Vietnamese custom for this ceremony seems straighter and more practical than our wealthier Western custom of giving gifts for the future household. My understanding of local custom includes the knowledge that the bride should receive (on the day of but before the wedding) betel nuts, cake, cloth fabric and jewelry, usually in a lacquered red box with the odd number of boxes for luck.
Curiously, the envelopes of money are not only a sign of wealth and future posterity to the couple, but also to scare away the ‘bad spirits’ and protect against sickness and death – a strange thing to think about around a wedding time, still it’s better to think of ways to ward off everything except evil mothers-in-law.
So what to do? I can’t send money by mail, too impersonal, so I’ll give him my last 100,000 dong next time I see him in Ho Chi Minh City, maybe before I have to pay the beer tab. Betel nuts seem too weird to me, would a kilo of peanuts be an OK substitute?
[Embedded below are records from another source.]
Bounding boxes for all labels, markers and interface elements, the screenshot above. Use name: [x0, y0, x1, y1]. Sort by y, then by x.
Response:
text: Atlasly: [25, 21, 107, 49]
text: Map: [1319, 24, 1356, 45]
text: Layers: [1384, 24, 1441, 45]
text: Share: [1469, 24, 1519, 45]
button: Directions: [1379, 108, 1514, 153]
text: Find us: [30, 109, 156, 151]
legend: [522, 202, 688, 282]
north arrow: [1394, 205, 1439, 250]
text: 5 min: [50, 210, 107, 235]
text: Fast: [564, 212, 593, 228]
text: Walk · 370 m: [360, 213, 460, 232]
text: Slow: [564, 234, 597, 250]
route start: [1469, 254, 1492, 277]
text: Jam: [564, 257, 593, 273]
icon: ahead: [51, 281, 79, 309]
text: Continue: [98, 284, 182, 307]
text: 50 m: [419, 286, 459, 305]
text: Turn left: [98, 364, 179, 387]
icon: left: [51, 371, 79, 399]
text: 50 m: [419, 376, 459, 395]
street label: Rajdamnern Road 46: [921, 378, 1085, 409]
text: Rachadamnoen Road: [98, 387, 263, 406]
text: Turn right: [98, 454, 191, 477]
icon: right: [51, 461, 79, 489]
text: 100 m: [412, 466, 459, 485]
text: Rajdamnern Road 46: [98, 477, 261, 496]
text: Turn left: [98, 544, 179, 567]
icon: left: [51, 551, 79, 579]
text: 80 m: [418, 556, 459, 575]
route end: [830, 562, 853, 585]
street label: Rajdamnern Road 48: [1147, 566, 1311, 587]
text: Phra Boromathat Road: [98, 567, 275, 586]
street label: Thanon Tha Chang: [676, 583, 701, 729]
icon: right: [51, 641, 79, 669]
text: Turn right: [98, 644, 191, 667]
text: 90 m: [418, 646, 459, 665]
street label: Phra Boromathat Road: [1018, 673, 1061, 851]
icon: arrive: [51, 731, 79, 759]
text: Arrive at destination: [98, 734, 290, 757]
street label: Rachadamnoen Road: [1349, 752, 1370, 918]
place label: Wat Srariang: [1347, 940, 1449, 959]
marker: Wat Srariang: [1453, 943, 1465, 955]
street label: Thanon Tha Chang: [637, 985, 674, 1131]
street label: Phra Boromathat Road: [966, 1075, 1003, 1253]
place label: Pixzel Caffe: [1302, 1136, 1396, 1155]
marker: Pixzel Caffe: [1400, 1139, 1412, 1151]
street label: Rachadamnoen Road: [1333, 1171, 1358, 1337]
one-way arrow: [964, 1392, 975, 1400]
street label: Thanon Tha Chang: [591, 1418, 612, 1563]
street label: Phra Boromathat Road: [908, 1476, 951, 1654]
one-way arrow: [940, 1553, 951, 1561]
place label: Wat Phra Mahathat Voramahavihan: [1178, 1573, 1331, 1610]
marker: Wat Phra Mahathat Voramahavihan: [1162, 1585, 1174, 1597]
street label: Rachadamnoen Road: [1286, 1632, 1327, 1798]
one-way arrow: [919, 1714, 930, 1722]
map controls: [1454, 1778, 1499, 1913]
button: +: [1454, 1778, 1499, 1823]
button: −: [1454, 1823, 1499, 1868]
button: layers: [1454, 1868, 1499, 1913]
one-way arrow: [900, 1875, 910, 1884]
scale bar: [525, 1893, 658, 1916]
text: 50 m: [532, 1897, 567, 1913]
Or maybe I could buy a cake and get someone to take it to the wedding – nah… I don’t trust the balancing skills of a local motorbike driver against the fragile chocolate sponge cake that wobbles in that strange way that Vietnamese cakes do.
In Australia, couples oftentimes openly discuss what they’d like to have for a gift, avoiding the huge loss of face if two groups of wedding guests buy the identically colored fruit blender. I can’t give them bedroom stuff like bed sheets (very expensive in Australia!) – What if they are too big or small? Use them as laundry bags?
A toaster (a thingamajig that cooks sliced bread into a golden brown color) is the safest choice in my country and if they hate it they can always secretly give to their neighbors and tell me that they are saving it for a ‘special occasion’. I gave up years ago on buying beautiful wine or champagne glasses because it was such a common gift – imagine how many homes in Australia have champagne glasses while everyone drinks beer!
OK – no kitchen stuff – everyone uses chopsticks and plastic bowls anyway. Hmm… how about something for the living room? Oh, that could lead to trouble if it’s a great cushion and grandma decides it’s perfect for her. Maybe an ornament for the house might look snazzy and fashionable. Ah! I forgot about the transportation problem.
What am I going to do?
He’s a writer so maybe a fabulous pen kit would be good but I can’t forget about the bride, and I’ve been in trouble more often over giving women gifts than I ever was at school! I’m terrible at judging what women like – doesn’t matter if it’s jewelry, chocolate, food, clothes or cosmetics – I have failed miserably.
No… It has to be something that they can both enjoy and remember my thoughtfulness until the goodies wear out. I’m sure I’ll think of something… I’m confident even when I have no idea what I’m doing.
Still, I hope that whatever idea I come up with, it will meet with Vietnamese approval and admiring nods about my wise choice and sensitive artistic temperament – after all, a wedding is a meeting of two hearts and minds that will slowly become a thing greater than the original dreams of the two happy lovers.
So I wish my good friend a wonderful wedding and many years of peaceful and prosperous contention together.